(Source data)
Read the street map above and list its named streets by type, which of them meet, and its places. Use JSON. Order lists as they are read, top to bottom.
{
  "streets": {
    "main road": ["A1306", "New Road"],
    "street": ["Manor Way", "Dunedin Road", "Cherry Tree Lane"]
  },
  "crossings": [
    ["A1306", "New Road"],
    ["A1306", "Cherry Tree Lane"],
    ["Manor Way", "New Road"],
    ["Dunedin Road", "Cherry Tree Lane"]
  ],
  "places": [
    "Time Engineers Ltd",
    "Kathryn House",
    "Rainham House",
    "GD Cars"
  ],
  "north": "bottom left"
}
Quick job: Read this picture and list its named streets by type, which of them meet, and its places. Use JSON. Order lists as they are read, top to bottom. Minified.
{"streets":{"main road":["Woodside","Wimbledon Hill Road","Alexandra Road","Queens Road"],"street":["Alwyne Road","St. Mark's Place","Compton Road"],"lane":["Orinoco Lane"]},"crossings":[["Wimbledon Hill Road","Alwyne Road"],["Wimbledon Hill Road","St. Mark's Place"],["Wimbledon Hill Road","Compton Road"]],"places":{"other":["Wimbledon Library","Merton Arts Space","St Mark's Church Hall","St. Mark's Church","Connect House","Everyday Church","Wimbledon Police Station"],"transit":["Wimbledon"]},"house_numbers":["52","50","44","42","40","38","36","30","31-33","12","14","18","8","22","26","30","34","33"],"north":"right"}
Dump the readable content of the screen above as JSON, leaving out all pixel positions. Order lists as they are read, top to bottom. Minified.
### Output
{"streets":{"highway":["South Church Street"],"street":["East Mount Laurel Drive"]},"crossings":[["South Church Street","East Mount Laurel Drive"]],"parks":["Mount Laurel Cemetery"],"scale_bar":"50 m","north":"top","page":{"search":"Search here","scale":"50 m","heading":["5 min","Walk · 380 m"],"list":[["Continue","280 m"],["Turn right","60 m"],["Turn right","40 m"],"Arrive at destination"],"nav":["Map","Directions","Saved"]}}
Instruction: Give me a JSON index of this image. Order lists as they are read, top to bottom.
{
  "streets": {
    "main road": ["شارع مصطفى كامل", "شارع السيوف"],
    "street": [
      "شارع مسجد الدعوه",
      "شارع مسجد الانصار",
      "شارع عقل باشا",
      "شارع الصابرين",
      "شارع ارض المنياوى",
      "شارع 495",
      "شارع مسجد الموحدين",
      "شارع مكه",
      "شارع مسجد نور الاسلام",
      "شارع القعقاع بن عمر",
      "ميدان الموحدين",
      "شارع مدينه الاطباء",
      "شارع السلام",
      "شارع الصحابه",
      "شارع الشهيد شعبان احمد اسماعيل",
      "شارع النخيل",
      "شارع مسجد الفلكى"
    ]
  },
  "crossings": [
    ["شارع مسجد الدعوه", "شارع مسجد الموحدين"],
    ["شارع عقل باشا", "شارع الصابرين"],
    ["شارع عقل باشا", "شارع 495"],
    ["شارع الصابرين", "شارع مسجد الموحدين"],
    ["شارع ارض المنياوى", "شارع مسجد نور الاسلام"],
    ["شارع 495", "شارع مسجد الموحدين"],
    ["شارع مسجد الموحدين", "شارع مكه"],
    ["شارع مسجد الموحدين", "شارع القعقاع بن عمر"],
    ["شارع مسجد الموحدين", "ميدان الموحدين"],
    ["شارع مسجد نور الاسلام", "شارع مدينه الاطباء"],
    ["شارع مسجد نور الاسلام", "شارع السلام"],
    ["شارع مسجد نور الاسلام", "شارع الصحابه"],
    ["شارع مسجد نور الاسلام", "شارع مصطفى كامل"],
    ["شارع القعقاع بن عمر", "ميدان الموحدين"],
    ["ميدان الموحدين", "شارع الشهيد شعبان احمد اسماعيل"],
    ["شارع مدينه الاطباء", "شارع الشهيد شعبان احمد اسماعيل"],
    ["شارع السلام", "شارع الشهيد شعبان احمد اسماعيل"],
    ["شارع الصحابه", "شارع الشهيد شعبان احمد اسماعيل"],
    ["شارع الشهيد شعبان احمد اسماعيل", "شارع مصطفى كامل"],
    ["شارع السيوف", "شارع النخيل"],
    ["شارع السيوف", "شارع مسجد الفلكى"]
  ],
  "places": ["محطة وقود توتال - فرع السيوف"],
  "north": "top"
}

Exercise — Every entry should be transcribed exactly, with nothing omitted.

Solution to the exercise —
Read the street map above and list its named streets by type, which of them meet, and its places. Use JSON. Order lists as they are read, top to bottom.
{
  "streets": {
    "main road": ["A1306", "New Road"],
    "street": ["Manor Way", "Dunedin Road", "Cherry Tree Lane"]
  },
  "crossings": [
    ["A1306", "New Road"],
    ["A1306", "Cherry Tree Lane"],
    ["Manor Way", "New Road"],
    ["Dunedin Road", "Cherry Tree Lane"]
  ],
  "places": [
    "Time Engineers Ltd",
    "Kathryn House",
    "Rainham House",
    "GD Cars"
  ],
  "north": "bottom left"
}
Quick job: Read this picture and list its named streets by type, which of them meet, and its places. Use JSON. Order lists as they are read, top to bottom. Minified.
{"streets":{"main road":["Woodside","Wimbledon Hill Road","Alexandra Road","Queens Road"],"street":["Alwyne Road","St. Mark's Place","Compton Road"],"lane":["Orinoco Lane"]},"crossings":[["Wimbledon Hill Road","Alwyne Road"],["Wimbledon Hill Road","St. Mark's Place"],["Wimbledon Hill Road","Compton Road"]],"places":{"other":["Wimbledon Library","Merton Arts Space","St Mark's Church Hall","St. Mark's Church","Connect House","Everyday Church","Wimbledon Police Station"],"transit":["Wimbledon"]},"house_numbers":["52","50","44","42","40","38","36","30","31-33","12","14","18","8","22","26","30","34","33"],"north":"right"}
Dump the readable content of the screen above as JSON, leaving out all pixel positions. Order lists as they are read, top to bottom. Minified.
### Output
{"streets":{"highway":["South Church Street"],"street":["East Mount Laurel Drive"]},"crossings":[["South Church Street","East Mount Laurel Drive"]],"parks":["Mount Laurel Cemetery"],"scale_bar":"50 m","north":"top","page":{"search":"Search here","scale":"50 m","heading":["5 min","Walk · 380 m"],"list":[["Continue","280 m"],["Turn right","60 m"],["Turn right","40 m"],"Arrive at destination"],"nav":["Map","Directions","Saved"]}}
Instruction: Give me a JSON index of this image. Order lists as they are read, top to bottom.
{
  "streets": {
    "main road": ["شارع مصطفى كامل", "شارع السيوف"],
    "street": [
      "شارع مسجد الدعوه",
      "شارع مسجد الانصار",
      "شارع عقل باشا",
      "شارع الصابرين",
      "شارع ارض المنياوى",
      "شارع 495",
      "شارع مسجد الموحدين",
      "شارع مكه",
      "شارع مسجد نور الاسلام",
      "شارع القعقاع بن عمر",
      "ميدان الموحدين",
      "شارع مدينه الاطباء",
      "شارع السلام",
      "شارع الصحابه",
      "شارع الشهيد شعبان احمد اسماعيل",
      "شارع النخيل",
      "شارع مسجد الفلكى"
    ]
  },
  "crossings": [
    ["شارع مسجد الدعوه", "شارع مسجد الموحدين"],
    ["شارع عقل باشا", "شارع الصابرين"],
    ["شارع عقل باشا", "شارع 495"],
    ["شارع الصابرين", "شارع مسجد الموحدين"],
    ["شارع ارض المنياوى", "شارع مسجد نور الاسلام"],
    ["شارع 495", "شارع مسجد الموحدين"],
    ["شارع مسجد الموحدين", "شارع مكه"],
    ["شارع مسجد الموحدين", "شارع القعقاع بن عمر"],
    ["شارع مسجد الموحدين", "ميدان الموحدين"],
    ["شارع مسجد نور الاسلام", "شارع مدينه الاطباء"],
    ["شارع مسجد نور الاسلام", "شارع السلام"],
    ["شارع مسجد نور الاسلام", "شارع الصحابه"],
    ["شارع مسجد نور الاسلام", "شارع مصطفى كامل"],
    ["شارع القعقاع بن عمر", "ميدان الموحدين"],
    ["ميدان الموحدين", "شارع الشهيد شعبان احمد اسماعيل"],
    ["شارع مدينه الاطباء", "شارع الشهيد شعبان احمد اسماعيل"],
    ["شارع السلام", "شارع الشهيد شعبان احمد اسماعيل"],
    ["شارع الصحابه", "شارع الشهيد شعبان احمد اسماعيل"],
    ["شارع الشهيد شعبان احمد اسماعيل", "شارع مصطفى كامل"],
    ["شارع السيوف", "شارع النخيل"],
    ["شارع السيوف", "شارع مسجد الفلكى"]
  ],
  "places": ["محطة وقود توتال - فرع السيوف"],
  "north": "top"
}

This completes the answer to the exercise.